======== SUPPLIED RECORDS

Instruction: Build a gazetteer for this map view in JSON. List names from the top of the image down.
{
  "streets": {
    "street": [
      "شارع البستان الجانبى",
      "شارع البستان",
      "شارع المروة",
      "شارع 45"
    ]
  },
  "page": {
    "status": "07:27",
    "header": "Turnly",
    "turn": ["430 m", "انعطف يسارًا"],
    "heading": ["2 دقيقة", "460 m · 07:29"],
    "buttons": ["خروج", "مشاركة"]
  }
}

================

Set the data down again in full. Keep it exact.

Instruction: Build a gazetteer for this map view in JSON. List names from the top of the image down.
{
  "streets": {
    "street": [
      "شارع البستان الجانبى",
      "شارع البستان",
      "شارع المروة",
      "شارع 45"
    ]
  },
  "page": {
    "status": "07:27",
    "header": "Turnly",
    "turn": ["430 m", "انعطف يسارًا"],
    "heading": ["2 دقيقة", "460 m · 07:29"],
    "buttons": ["خروج", "مشاركة"]
  }
}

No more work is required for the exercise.